The “right to be forgotten” raises a number of difficult questions regarding an individual’s privacy and ability to control their digital reputation vs the public’s right to know and the freedom of expression of the press, search engines, and individuals online. When does the public interest in accessing information outweigh an individual’s interest in privacy? To what extend can the “right to be forgotten” be used to suppress accurate and truthful information? How much privacy does such a ruling really afford since it allows the original content to remain in place?

Last week’s ruling starts to provide some clarification as to the scope of this “right” and reaffirms the fact that the right does not apply in cases where the public interest outweighs an individual’s privacy. And yet many question still remain. Perhaps the biggest of which is to what extend search engines must censor results outside of their EU-targeted sites.

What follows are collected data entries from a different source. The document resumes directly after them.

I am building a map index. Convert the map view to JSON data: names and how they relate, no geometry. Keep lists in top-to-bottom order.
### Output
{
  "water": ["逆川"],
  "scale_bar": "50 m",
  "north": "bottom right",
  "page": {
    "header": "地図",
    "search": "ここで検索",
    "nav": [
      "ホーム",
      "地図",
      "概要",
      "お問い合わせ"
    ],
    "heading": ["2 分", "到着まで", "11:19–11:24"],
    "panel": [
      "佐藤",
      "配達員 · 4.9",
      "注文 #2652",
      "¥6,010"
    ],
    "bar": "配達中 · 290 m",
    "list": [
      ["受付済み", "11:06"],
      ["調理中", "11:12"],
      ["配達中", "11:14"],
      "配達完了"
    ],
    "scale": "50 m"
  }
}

Currently, Google only removes contest listings from its EU-facing sites: e.g. google.co.uk, google.it, google.de, etc. The US (and often most popular) version of the search engine, google.com, remains uneffected. EU regulators have asserted that this must change and that Google must censor all of its sites, even those intended for non-EU audiences. Yet no such “right to be forgotten” exists under US law, and such a “right” is unlikely to stand up to the strong free speech protections afforded by the First  Amendment. To what extend can the EU force US-based search engines to censor data that is protected under US law? The answer to such questions remains contested.

A Tool for Censorship?

Since the 2014 CJEU ruling, the “right to be forgotten” has been heavily criticized by a number of individuals and organizations on the grounds that it allows individuals too much power to censor legitimate speech that happens to be critical of their person or actions. Prominent UK newspaper The Guardian has noted that numerous legitimate news articles on its site have been suppressed by Google in response to “right to be forgotten” requests. The Washington Post has received a request to remove unfavorable concert reviews (a request that is arguably invalid since the Washington Post is not search engine and thus is not directly subject to the 2014 ruling). Jimmy Wales, co-founder and former chairmen of Wikipedia and the Wikimedia Foundation, has criticized the ruling as being unnecessary and dangerous.

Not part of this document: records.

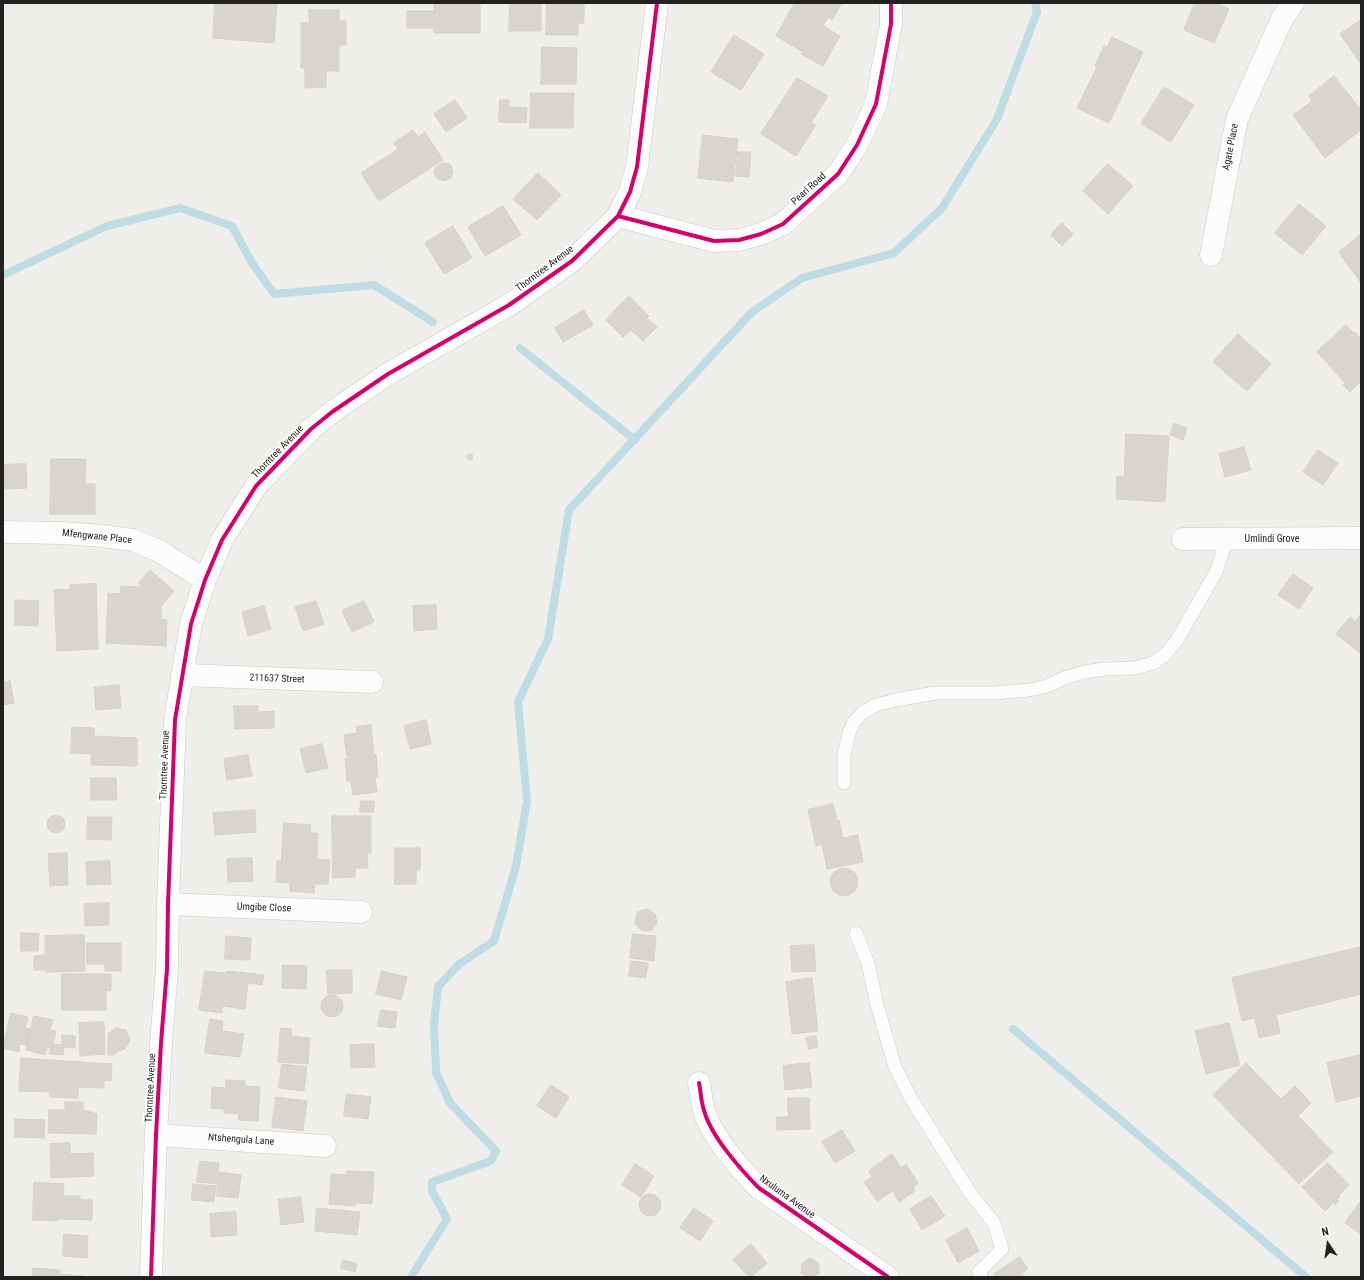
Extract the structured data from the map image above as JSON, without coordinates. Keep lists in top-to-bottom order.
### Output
{
  "streets": {
    "street": [
      "Agate Place",
      "Pearl Road",
      "Thorntree Avenue",
      "Mfengwane Place",
      "Umlindi Grove",
      "211637 Street",
      "Umgibe Close",
      "Ntshengula Lane",
      "Nxuluma Avenue"
    ]
  },
  "crossings": [
    ["Pearl Road", "Thorntree Avenue"],
    ["Thorntree Avenue", "Mfengwane Place"],
    ["Thorntree Avenue", "211637 Street"],
    ["Thorntree Avenue", "Umgibe Close"],
    ["Thorntree Avenue", "Ntshengula Lane"]
  ],
  "north": "top"
}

These criticisms note that free speech limits related to slander and defamation are already well established in most countries, and additional rulings targeted specifically at forcing search engines to remove otherwise legal content are unnecessary and overly limiting of free expression. They also note that the ability to enforce such a right is going to be difficult, if not impossible. The Internet is a global place, the the ruling of a single regulatory entity (e.g. the EU) within that space can never be fully applied to actors outside that entity’s jurisdiction. While large multi-national corporations such as Google and Microsoft can likely be forced to comply with such a ruling (at least domestically), smaller organisations with no business presence in the EU can easily skirt such requirements. And as larger search engines such as Google and Microsoft remove such listings, the market for smaller search engines to directly provide such results as a service grows.

All of this raises yet more questions. How far are countries such as those in the EU willing to go to enforce such rights? Will they be forced to start blocking large swaths of the Internet that refuse to comply with EU rulings, similar to what China does with the Great Firewall? Do such rulings bring legitimacy to the more totalitarian-oriented Internet censorship policies in place in countries around the world? Do attempts to enforce such a “right” accelerate the balkanization of the Internet into a series of multiple state-controlled Internets?

Such questions will need to be answered over the coming years. The state-less nature of the Internet, coupled with tensions between countries like the US that tend to favor free expression over privacy and countries like those in the EU that tend to favor privacy over free expression, make answering such questions complicated. Yet the ramifications of these answers will have far reaching consequences for the Internet, as well as privacy and free speech rights, for many years to come.